▸ PROMPT
Gather every line in the records below that contains the word "function".

[Items listed in a dataset]
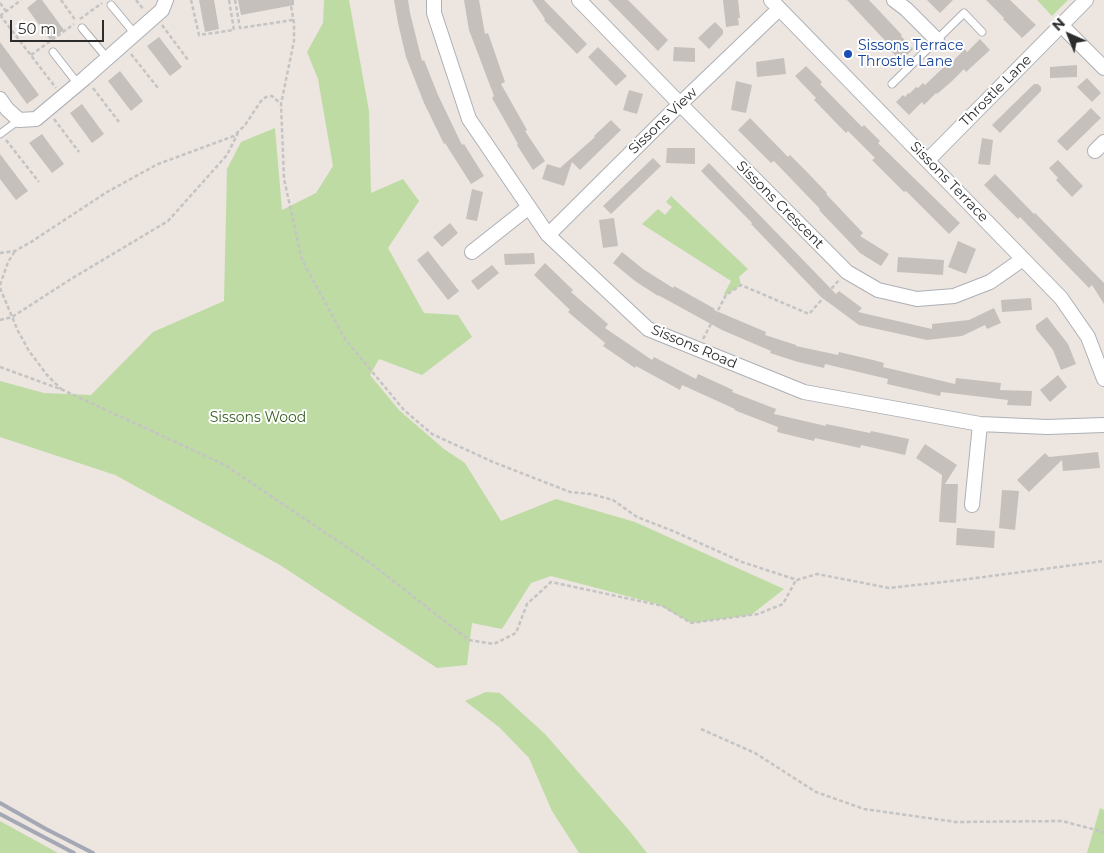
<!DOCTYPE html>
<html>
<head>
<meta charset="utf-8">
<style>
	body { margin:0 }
	#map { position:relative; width:1104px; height:853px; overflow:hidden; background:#ece5e0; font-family:Montserrat,sans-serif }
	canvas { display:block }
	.north { position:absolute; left:1044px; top:10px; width:50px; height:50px; -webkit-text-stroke:4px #fff; paint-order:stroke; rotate:316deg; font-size:14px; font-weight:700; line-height:20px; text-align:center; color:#2c2c2c }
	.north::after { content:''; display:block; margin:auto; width:18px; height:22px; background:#2c2c2c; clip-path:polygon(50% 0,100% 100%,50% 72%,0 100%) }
	.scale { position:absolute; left:10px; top:20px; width:94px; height:22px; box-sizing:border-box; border:2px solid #2c2c2c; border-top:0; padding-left:6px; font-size:15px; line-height:18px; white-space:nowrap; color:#2c2c2c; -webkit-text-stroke:4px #fff; paint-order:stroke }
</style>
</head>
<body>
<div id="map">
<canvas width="1104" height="853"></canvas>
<div class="north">N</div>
<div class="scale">50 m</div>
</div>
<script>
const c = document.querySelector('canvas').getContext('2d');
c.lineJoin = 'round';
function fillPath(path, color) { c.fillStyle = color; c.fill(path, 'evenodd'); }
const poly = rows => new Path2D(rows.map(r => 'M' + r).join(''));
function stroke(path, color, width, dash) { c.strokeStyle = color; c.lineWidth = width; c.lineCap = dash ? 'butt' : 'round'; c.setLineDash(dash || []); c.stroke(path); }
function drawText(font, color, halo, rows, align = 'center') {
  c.font = font + ' Montserrat,sans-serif'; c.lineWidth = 4; c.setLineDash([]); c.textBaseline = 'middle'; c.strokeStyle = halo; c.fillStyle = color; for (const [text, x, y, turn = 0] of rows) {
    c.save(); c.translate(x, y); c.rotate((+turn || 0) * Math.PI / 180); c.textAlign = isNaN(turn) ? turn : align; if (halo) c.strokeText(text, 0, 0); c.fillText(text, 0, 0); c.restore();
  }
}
const green = poly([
	[324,0,349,0,369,111,371,193,403,179,419,201,388,248,424,313,458,315,472,337,422,375,379,359,370,375,399,410,444,449,465,463,501,521,556,499,635,522,784,589,751,615,691,623,657,604,551,576,531,583,502,629,472,623,467,665,437,668,280,565,115,475,0,437,0,381,44,393,91,395,153,332,224,301,227,169,241,142,275,128,282,210,316,193,333,166,318,79,307,52,323,23],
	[1037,0,1068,0,1052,16],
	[671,196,748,269,739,277,741,285,726,295,724,294,731,281,642,224,658,209,665,215,672,207,666,202],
	[486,692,500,693,545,734,628,829,647,853,579,853,552,811,529,758,499,727,465,701],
	[1100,808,1104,810,1104,853,1087,853],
	[0,821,58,853,0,853]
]);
const building = poly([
	[37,0,42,0,64,30,50,40,27,8],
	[199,0,214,0,219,29,205,32],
	[238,0,294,0,294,5,241,15],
	[394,0,408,0,410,13,422,61,424,60,438,95,462,145,464,144,484,176,471,184,445,143,444,144,424,103,406,57,398,23],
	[464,0,479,0,485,34,488,33,505,82,501,84,527,130,525,131,545,161,533,170,517,145,518,144,492,98,494,96,469,30],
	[532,0,544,0,587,44,577,54,544,20,545,19],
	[608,0,628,0,668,40,658,51],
	[723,0,738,0,740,18,738,18,739,25,726,27],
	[847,0,869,0,902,35,901,36,913,49,901,61,891,51,893,49],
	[927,0,953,0,940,13],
	[986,0,1010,0,1036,25,1022,38,1003,19,1004,18],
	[715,22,723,30,723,34,709,49,698,38],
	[159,37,182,67,170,76,147,46],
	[980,39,990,50,966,72,964,69,951,82,937,94,936,93,924,105,922,102,909,115,896,102,903,95,905,97,908,93,909,94,916,87,918,88,923,83,925,85,947,64,949,65,965,49,967,52],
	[0,42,39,95,27,104,0,67],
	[598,47,627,76,616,86,588,57],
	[674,47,695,48,695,62,673,61],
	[784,58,786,74,757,77,756,62],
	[1077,65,1077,77,1050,78,1050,67],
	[806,66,822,82,820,84,862,127,864,125,880,141,878,143,960,223,949,234,906,191,904,192,872,160,875,158,848,131,846,133,814,100,816,98,795,76],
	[120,71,143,101,131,111,108,81],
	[1087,78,1101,93,1092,102,1077,87],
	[736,81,752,85,746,113,731,110],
	[1034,84,1038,84,1041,87,1041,91,1000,133,992,125],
	[629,90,643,94,637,114,623,110],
	[82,104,104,134,92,143,70,113],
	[1091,108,1101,118,1067,151,1057,141],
	[750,118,788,157,790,155,807,172,827,193,826,194,863,233,860,236,889,254,881,266,860,253,819,210,820,209,795,183,774,161,771,163,738,130],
	[611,120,621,130,580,170,572,162,564,186,542,179,547,164,560,168,595,137,594,136],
	[42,134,64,164,52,173,29,143],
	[982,138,993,140,990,165,978,164],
	[667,148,695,148,695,164,666,163],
	[0,154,28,191,16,200,0,179],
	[653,158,661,166,611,214,603,206],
	[1058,160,1083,186,1072,197,1056,180,1058,178,1049,168],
	[709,163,836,294,839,291,862,308,858,312,932,329,932,324,969,320,994,308,1001,323,987,329,985,325,962,336,927,340,859,325,821,297,751,224,752,223,701,171],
	[995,174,1034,214,1035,213,1104,283,1104,304,1092,285,1089,288,1020,217,1018,219,984,185],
	[472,189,483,192,477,221,466,219],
	[614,218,618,246,603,248,599,220],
	[450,223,458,233,442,247,433,237],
	[958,241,976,249,966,274,948,267],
	[428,251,459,291,448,300,417,260],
	[622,252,643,269,673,288,674,286,715,309,714,310,766,332,765,335,796,345,796,346,838,355,839,352,873,360,884,363,883,367,955,384,956,378,1001,383,1000,390,1032,391,1031,406,1007,405,1008,400,941,392,940,396,887,384,888,379,825,364,824,368,798,362,770,353,771,351,722,330,658,295,658,296,635,281,613,263],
	[534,253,535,264,505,265,504,254],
	[898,257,944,260,943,275,897,272],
	[545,263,573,290,571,292,608,324,605,328,652,360,654,357,696,379,698,374,733,390,732,392,776,409,774,414,826,426,826,424,870,433,871,431,909,439,905,455,861,445,860,448,815,438,814,441,777,432,778,427,734,410,735,409,682,385,680,390,636,366,635,368,603,346,605,343,568,312,570,310,534,275],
	[492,265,499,273,478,290,471,281],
	[1031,298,1032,310,1002,312,1001,300],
	[1047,317,1068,344,1076,364,1061,370,1053,350,1036,329,1036,325],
	[1058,375,1067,387,1050,402,1040,390],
	[925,444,957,465,945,484,958,484,956,523,939,522,942,475,916,458],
	[1098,452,1100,468,1063,471,1062,460,1029,492,1017,480,1045,453,1049,457],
	[1002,490,1019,491,1015,530,999,528],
	[957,528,995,531,994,548,956,545]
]);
const path = poly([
	[61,0,76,21],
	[136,0,144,10],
	[191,0,199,35,234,30,229,0],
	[235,0,240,28,293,20],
	[290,0,294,23,294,41,281,104,284,179,302,260,345,339,404,410,432,434,493,462,570,492,591,494,613,500,637,517,673,531,742,562,797,580,817,574,889,588,961,580,1104,561],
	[0,3,6,11],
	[0,15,56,88],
	[0,16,21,0],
	[80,19,102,3],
	[162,25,188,60],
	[131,54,158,88],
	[31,55,74,24],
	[93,88,119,122],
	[54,119,79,152],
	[6,140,39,182],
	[0,253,15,251,31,242,107,192,158,164,234,136,245,125,261,101,266,97,272,96,281,104],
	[0,285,8,262,15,251],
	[0,288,18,331,29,351,47,375,61,389],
	[0,320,12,317,71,279,168,221,227,155,238,133],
	[703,339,726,295,741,285,809,314,839,280],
	[0,367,63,390,225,465,373,565,469,640,494,644,516,633,527,604,551,582,663,606,691,623,758,614,783,604,796,580],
	[701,729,755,753,816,792,864,809,956,822,1062,821,1104,832]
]);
const lane = poly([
	[111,5,135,34],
	[82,28,107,58],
	[53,52,78,84],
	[892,84,964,13,982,32],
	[0,134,19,120]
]);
const street = poly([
	[434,0,434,13,469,119,548,235,648,329,804,392,980,424,1047,427,1104,425],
	[579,0,680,104,847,272,878,290,917,299,954,296,990,282,1023,259],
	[771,0,1061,298,1088,337,1104,379],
	[894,0,906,9,937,40],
	[1061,25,1104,68],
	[0,99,7,109,19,120,36,119,85,78,162,10,166,0],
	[1095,151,1104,142],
	[928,160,1086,0],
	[548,235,680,104,779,9],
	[472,252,529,207],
	[972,505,980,424]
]);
const rail = poly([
	[0,803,46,829,93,853],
	[0,814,74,853]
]);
const markers = [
	[848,54,5,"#1a4fb4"]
];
const transitNames = [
	["Sissons Terrace",858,46],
	["Throstle Lane",858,62]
];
const streetNames = [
	["Throstle Lane",996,91,-45],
	["Sissons View",663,121,-44],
	["Sissons Terrace",949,182,46],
	["Sissons Crescent",780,205,45],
	["Sissons Road",694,347,23]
];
const parkNames = [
	["Sissons Wood",258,418]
];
fillPath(green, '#bfdba4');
fillPath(building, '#c5c0bb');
stroke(lane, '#adb0b6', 9);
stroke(street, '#adb0b6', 16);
stroke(path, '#c4c4c4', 2.5, [4, 2.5]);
stroke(lane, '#fff', 7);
stroke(street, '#fff', 14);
stroke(rail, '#a3a8b4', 4);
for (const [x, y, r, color] of markers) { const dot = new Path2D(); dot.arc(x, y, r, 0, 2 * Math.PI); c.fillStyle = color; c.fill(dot); stroke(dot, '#fff', 2); }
drawText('14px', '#164399', '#fff', transitNames, 'left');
drawText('14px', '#2c2c2c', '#fff', streetNames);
drawText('14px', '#396124', '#fff', parkNames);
</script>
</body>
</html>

▸ RESPONSE BELOW
function fillPath(path, color) { c.fillStyle = color; c.fill(path, 'evenodd'); }
function stroke(path, color, width, dash) { c.strokeStyle = color; c.lineWidth = width; c.lineCap = dash ? 'butt' : 'round'; c.setLineDash(dash || []); c.stroke(path); }
function drawText(font, color, halo, rows, align = 'center') {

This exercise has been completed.